In addition to factors related to body size and growth rate, isotopic turnover rates
vary among tissue types. Carleton and Martínez del Rio (2005) hypothesized that protein turnover is the primary determinant of isotopic turnover rate for the most commonly used tissues in isotopic ecology, especially since samples are typically lipid-extracted prior to analysis. While this prediction has not been tested by simultaneously measuring protein turnover and isotopic turnover in the same organism, there are data from the laboratory and field studies that suggest a close link between these processes.
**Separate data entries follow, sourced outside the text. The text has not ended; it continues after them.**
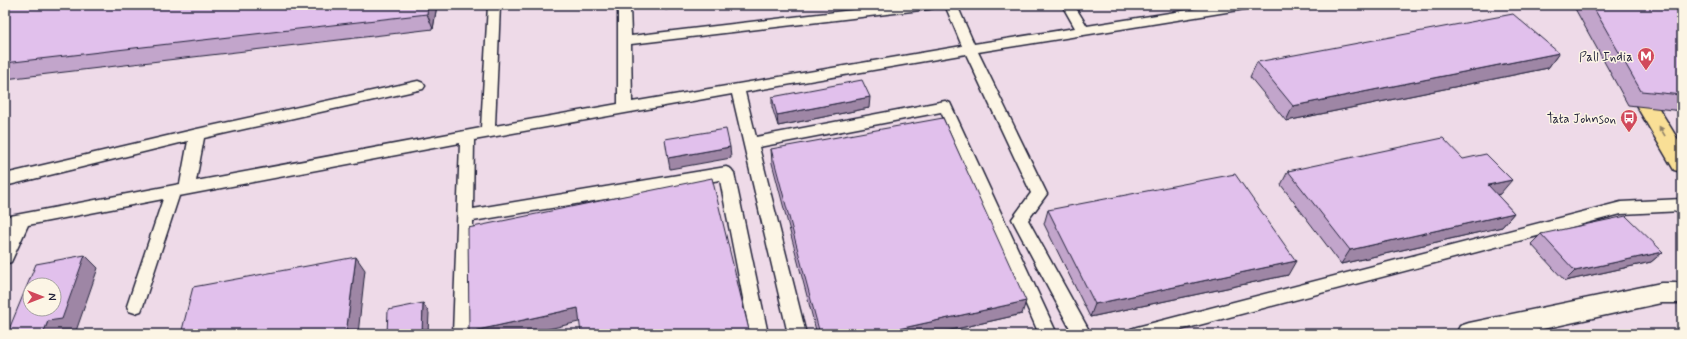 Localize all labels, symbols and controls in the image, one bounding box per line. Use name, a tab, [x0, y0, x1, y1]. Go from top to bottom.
metro station icon: Pall India	[1636, 46, 1656, 71]
place label: Pall India	[1579, 49, 1633, 66]
bus stop icon: Tata Johnson	[1619, 108, 1639, 133]
place label: Tata Johnson	[1547, 111, 1616, 128]
one-way arrow	[1658, 125, 1665, 137]
north arrow	[22, 277, 62, 317]
text: N	[44, 293, 58, 301]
The first is the observation that splanchnic JNK inhibitor in vitro organs (e.g., liver) and plasma proteins, which have relatively Roscovitine order high rates of protein turnover, also have higher isotopic turnover rates than structural elements (e.g., collagen, striated muscle). Second, several studies have shown that protein intake, or the amount of dietary nitrogen is positively correlated with isotopic turnover rates. Because pinnipeds, cetaceans, and sea otters consume high quality, nitrogen-rich carnivorous diets, protein
intake rate is not likely to be an important source of variation in isotopic turnover. Diet quality could be an important factor for sirenians, which consume nitrogen-poor sea grass and algae. A relatively new contribution to the discussion of isotopic turnover is the concern that multiple isotope pools may exist within an organism and each of these pools may have different turnover rates. Ayliffe et al. (2004) were the first to discuss this issue when interpreting carbon isotope turnover in tail hair and breath CO2 from domestic horses. They
were able to isolate three carbon pools with distinct turnover rates ranging from MCE fast (t1/2 ∼ 0.2–0.5 d) to slow (t1/2 ∼ 50–140 d). Cerling et al. (2007) refined this approach further by presenting the “reaction-progress variable” as a method for determining whether isotopic turnover was best expressed using a single exponential function or by using multiple linear functions, an approach that has been effectively used in geochemical studies. Martínez del Rio and Anderson-Sprecher (2008) and Carleton et al. (2008) have evaluated the necessity of this approach by quantifying the uncertainty inherent in estimates of isotope retention by multicompartment models and by testing whether multicompartment models are more effective than single-compartment models. They argued that the appropriate model may depend upon the type of tissue. The significance of the these findings has yet to be determined for isotopic incorporation studies for marine mammals; turnover rates are determined by diet-switching experiments, which are difficult to perform on marine mammals, so few studies have produced data on isotopic turnover for metabolically active tissues (Table 1, Zhao et al. 2006, Newsome et al. 2006, Orr et al. 2009).